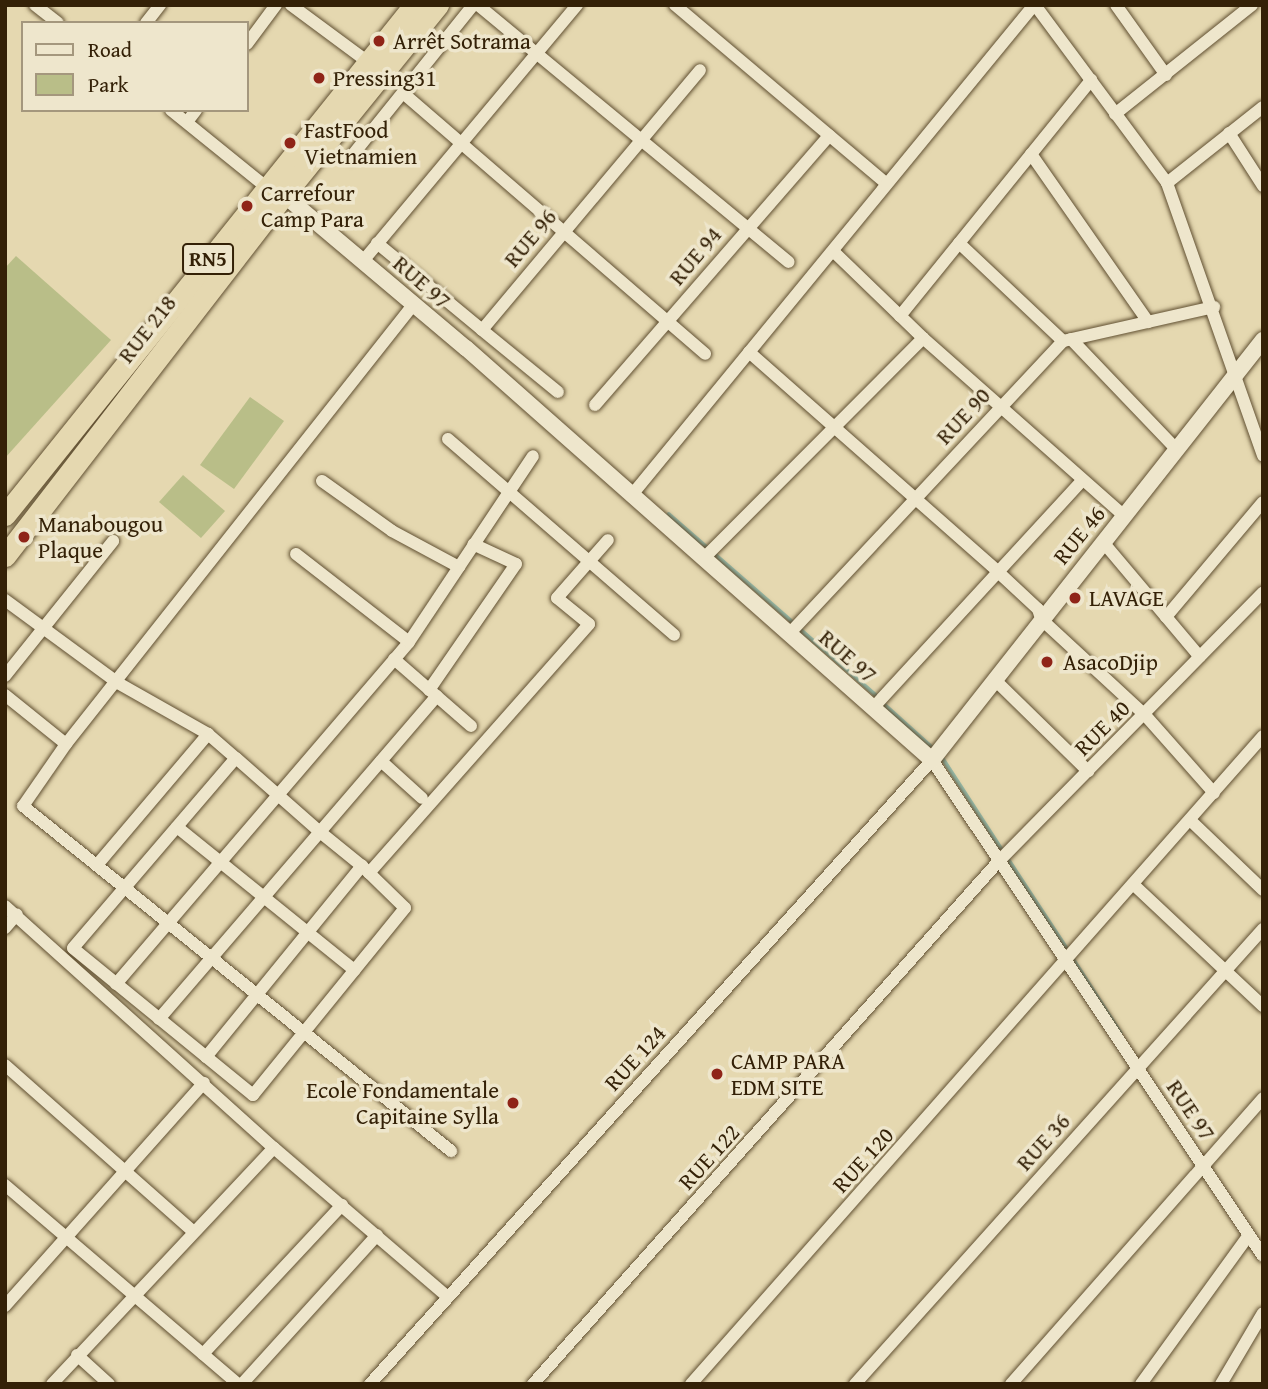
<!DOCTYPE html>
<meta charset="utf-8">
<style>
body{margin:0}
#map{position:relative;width:1268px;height:1389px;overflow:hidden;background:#e5d8b0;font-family:"Gentium Book Plus",serif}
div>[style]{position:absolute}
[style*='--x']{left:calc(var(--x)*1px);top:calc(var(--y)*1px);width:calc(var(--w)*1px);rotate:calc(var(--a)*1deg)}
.green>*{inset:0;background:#b9be88}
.stream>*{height:3.5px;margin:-1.75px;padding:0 1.75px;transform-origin:1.75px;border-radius:1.75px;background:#96baa9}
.roads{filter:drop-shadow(0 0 2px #604f31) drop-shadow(0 0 2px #604f31)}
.minor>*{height:12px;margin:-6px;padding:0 6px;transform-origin:6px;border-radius:6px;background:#eee6cc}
.tertiary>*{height:16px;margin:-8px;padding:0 8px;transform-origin:8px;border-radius:8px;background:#eee6cc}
.trunk>*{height:21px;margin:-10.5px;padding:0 10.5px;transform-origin:10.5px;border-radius:10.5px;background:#e5d8b0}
.dots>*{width:19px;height:19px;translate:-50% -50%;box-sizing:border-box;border:4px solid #eee6cc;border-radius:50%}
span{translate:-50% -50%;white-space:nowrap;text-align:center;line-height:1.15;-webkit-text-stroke:7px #eee6cc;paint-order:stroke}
.shield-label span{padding:2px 5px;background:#eee6cc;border:2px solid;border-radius:5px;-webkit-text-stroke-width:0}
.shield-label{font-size:21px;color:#342107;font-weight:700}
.poi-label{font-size:23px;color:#342107}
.left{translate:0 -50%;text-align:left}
.right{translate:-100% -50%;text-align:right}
.street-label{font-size:23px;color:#342107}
.frame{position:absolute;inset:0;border:7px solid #342107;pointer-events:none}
.legend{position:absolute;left:21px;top:21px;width:228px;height:91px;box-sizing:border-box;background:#eee6cc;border:2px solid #a4977d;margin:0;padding:9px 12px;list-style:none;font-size:21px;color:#342107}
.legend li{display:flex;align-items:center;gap:14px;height:35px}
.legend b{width:35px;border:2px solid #a4977d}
</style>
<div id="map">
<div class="green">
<div style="clip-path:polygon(16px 256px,111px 340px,5px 458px,5px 268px)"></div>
<div style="clip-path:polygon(250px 397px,284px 421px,234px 489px,200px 465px)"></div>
<div style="clip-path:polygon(183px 475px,225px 511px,201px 538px,159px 502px)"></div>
</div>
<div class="stream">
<div style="--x:669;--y:514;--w:166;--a:41.1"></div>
<div style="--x:799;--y:628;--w:105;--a:41.1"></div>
<div style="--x:883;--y:703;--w:69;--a:42"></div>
<div style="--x:942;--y:757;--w:112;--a:57"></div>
<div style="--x:1007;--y:857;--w:111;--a:56.7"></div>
<div style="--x:1072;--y:957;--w:90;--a:57.2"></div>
</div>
<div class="roads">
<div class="minor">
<div style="--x:35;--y:5;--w:29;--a:38"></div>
<div style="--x:291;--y:5;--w:96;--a:36.5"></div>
<div style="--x:478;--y:5;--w:403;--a:39.6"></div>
<div style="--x:675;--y:5;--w:277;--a:40.2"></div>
<div style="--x:1035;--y:5;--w:222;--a:53.4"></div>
<div style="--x:1167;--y:183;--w:289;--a:70.6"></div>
<div style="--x:1116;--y:5;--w:86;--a:54.5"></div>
<div style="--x:146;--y:23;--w:23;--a:-52"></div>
<div style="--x:247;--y:44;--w:49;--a:-53.4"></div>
<div style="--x:403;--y:93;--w:399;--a:40.8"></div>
<div style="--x:171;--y:110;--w:129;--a:39"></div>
<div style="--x:1115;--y:114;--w:175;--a:-38.5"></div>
<div style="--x:187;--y:122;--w:15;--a:-53"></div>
<div style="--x:1229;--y:133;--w:63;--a:57.3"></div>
<div style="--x:1031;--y:154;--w:205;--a:55.1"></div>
<div style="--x:351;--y:157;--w:195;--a:-51.2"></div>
<div style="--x:1167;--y:183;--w:122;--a:-38.4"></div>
<div style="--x:377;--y:243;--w:136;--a:39.6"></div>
<div style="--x:482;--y:330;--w:339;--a:-50"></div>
<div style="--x:959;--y:243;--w:143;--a:43.3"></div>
<div style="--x:833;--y:251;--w:125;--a:44"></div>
<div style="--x:923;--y:338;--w:268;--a:41.5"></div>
<div style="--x:363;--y:261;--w:334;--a:-50.1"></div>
<div style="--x:413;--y:305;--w:560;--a:128.32"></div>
<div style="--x:66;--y:744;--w:75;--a:124.7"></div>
<div style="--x:23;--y:806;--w:550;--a:38.87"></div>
<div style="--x:900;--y:316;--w:304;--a:-51"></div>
<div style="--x:482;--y:330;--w:98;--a:39.2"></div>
<div style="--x:1071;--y:339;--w:152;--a:46.3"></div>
<div style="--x:749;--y:352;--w:329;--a:41.4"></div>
<div style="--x:996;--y:570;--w:57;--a:42.9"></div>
<div style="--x:1038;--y:609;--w:10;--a:73"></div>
<div style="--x:1041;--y:619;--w:142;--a:42.7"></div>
<div style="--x:1145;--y:715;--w:104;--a:48.5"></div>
<div style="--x:595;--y:405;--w:357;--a:-49"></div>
<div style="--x:448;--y:439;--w:299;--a:40.9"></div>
<div style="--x:322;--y:481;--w:86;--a:35.5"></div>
<div style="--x:392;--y:531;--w:76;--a:28.2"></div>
<div style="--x:459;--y:567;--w:133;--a:-56.3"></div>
<div style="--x:631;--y:496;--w:635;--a:-50.62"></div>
<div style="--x:1103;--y:542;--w:150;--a:49.9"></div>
<div style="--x:296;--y:554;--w:143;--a:37.9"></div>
<div style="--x:703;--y:559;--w:312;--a:-45.1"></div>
<div style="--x:5;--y:600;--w:140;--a:36.3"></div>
<div style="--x:118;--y:683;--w:103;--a:29.5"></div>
<div style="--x:208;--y:734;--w:37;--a:41"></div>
<div style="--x:236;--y:758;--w:112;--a:41.4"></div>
<div style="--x:320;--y:832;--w:54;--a:39"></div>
<div style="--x:362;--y:866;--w:60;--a:44.3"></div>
<div style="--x:405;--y:908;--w:241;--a:129.1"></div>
<div style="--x:253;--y:1095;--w:232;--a:-140.8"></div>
<div style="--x:73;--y:948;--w:250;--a:-49.4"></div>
<div style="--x:1166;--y:617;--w:150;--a:-49.9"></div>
<div style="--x:789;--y:634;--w:401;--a:-46.9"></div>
<div style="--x:1063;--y:341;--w:155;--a:-12.7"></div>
<div style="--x:394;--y:659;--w:102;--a:41"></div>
<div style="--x:5;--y:676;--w:173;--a:-51.3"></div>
<div style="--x:994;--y:679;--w:132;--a:44.4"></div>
<div style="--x:429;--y:690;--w:153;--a:-55.4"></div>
<div style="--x:516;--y:564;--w:47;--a:-155.1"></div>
<div style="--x:5;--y:695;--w:78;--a:38.8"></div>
<div style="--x:873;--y:708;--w:309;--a:-47.4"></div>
<div style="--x:381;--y:761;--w:55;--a:42.1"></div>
<div style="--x:1190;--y:820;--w:101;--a:43.8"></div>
<div style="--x:177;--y:827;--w:228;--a:38.9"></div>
<div style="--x:97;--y:865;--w:172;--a:-49.7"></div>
<div style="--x:369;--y:873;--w:332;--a:-48.5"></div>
<div style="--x:589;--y:624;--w:41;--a:-140.9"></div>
<div style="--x:557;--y:598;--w:77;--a:-48.7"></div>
<div style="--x:1134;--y:885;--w:177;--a:43.2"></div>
<div style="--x:5;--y:906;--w:362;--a:42"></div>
<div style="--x:274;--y:1148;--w:229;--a:40.6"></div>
<div style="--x:5;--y:928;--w:18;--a:-49"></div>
<div style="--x:116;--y:984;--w:450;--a:-49.4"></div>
<div style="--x:409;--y:642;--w:90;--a:-56.3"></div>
<div style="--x:159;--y:1019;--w:426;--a:-49.3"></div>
<div style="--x:206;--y:1057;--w:247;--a:-50.8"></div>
<div style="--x:5;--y:1065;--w:252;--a:41.5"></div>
<div style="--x:5;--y:1185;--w:306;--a:40.5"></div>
<div style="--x:5;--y:1306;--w:299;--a:-48.3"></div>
<div style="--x:203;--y:1354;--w:204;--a:-47"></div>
<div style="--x:77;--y:1355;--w:43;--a:42.2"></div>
<div style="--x:52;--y:1384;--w:324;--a:-46.8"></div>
<div style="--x:242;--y:1384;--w:201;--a:-47.8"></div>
<div style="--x:370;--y:1384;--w:840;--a:-47.99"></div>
<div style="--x:932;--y:760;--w:596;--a:56.28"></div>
<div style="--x:533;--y:1384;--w:699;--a:-48.31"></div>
<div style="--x:998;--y:862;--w:378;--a:-45.5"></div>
<div style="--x:691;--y:1384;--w:864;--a:-48.56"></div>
<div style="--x:855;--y:1384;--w:611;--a:-48.12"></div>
<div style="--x:1011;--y:1384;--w:381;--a:-48.6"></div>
<div style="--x:1141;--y:1384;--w:184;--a:-54.1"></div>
<div style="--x:1221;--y:1384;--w:82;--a:-59.4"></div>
</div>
<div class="tertiary">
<div style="--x:284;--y:195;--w:238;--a:40.1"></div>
<div style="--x:466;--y:348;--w:622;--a:41.48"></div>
<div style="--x:932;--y:760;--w:535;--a:-51.76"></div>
</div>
<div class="trunk">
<div style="--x:5;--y:515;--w:654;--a:-51.27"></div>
<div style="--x:5;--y:556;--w:456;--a:-52.3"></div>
<div style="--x:284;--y:195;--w:245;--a:-51"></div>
</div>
</div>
<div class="dots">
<div style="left:379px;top:41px;background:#8f2418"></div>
<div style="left:319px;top:78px;background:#8f2418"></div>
<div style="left:290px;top:143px;background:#8f2418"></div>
<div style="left:247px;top:206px;background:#8f2418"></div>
<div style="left:24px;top:537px;background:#8f2418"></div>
<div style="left:1075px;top:598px;background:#8f2418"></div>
<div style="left:1047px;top:662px;background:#8f2418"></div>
<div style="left:717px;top:1074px;background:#8f2418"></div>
<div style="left:513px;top:1103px;background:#8f2418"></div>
</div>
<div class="shield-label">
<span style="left:208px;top:259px">RN5</span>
</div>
<div class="poi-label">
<span class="left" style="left:393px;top:41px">Arrêt Sotrama</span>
<span class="left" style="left:333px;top:78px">Pressing31</span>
<span class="left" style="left:304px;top:143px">FastFood<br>Vietnamien</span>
<span class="left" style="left:261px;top:206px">Carrefour<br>Camp Para</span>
<span class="left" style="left:38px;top:537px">Manabougou<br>Plaque</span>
<span class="left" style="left:1089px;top:598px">LAVAGE</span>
<span class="left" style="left:1063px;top:662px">AsacoDjip</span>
<span class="left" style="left:731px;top:1074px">CAMP PARA<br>EDM SITE</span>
<span class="right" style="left:499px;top:1103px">Ecole Fondamentale<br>Capitaine Sylla</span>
</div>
<div class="street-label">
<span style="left:530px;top:238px;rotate:-50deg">RUE 96</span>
<span style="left:695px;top:256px;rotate:-50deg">RUE 94</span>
<span style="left:422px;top:282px;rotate:41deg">RUE 97</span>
<span style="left:147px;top:329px;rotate:-52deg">RUE 218</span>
<span style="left:963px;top:416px;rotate:-47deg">RUE 90</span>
<span style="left:1079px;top:535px;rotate:-51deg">RUE 46</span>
<span style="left:848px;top:656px;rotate:41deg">RUE 97</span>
<span style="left:1102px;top:728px;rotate:-45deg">RUE 40</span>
<span style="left:635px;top:1058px;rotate:-48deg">RUE 124</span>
<span style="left:1191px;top:1110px;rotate:56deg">RUE 97</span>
<span style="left:1043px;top:1142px;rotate:-48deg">RUE 36</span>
<span style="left:709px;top:1157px;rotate:-48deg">RUE 122</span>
<span style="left:863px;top:1160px;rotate:-48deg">RUE 120</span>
</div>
<div class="frame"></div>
<ul class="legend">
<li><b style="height:9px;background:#eee6cc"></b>Road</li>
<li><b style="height:19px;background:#b9be88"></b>Park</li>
</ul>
</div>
-------------------------
The task: All lines above that contain the word "stream" are to be copied.

Answer for the task:
.stream>*{height:3.5px;margin:-1.75px;padding:0 1.75px;transform-origin:1.75px;border-radius:1.75px;background:#96baa9}
<div class="stream">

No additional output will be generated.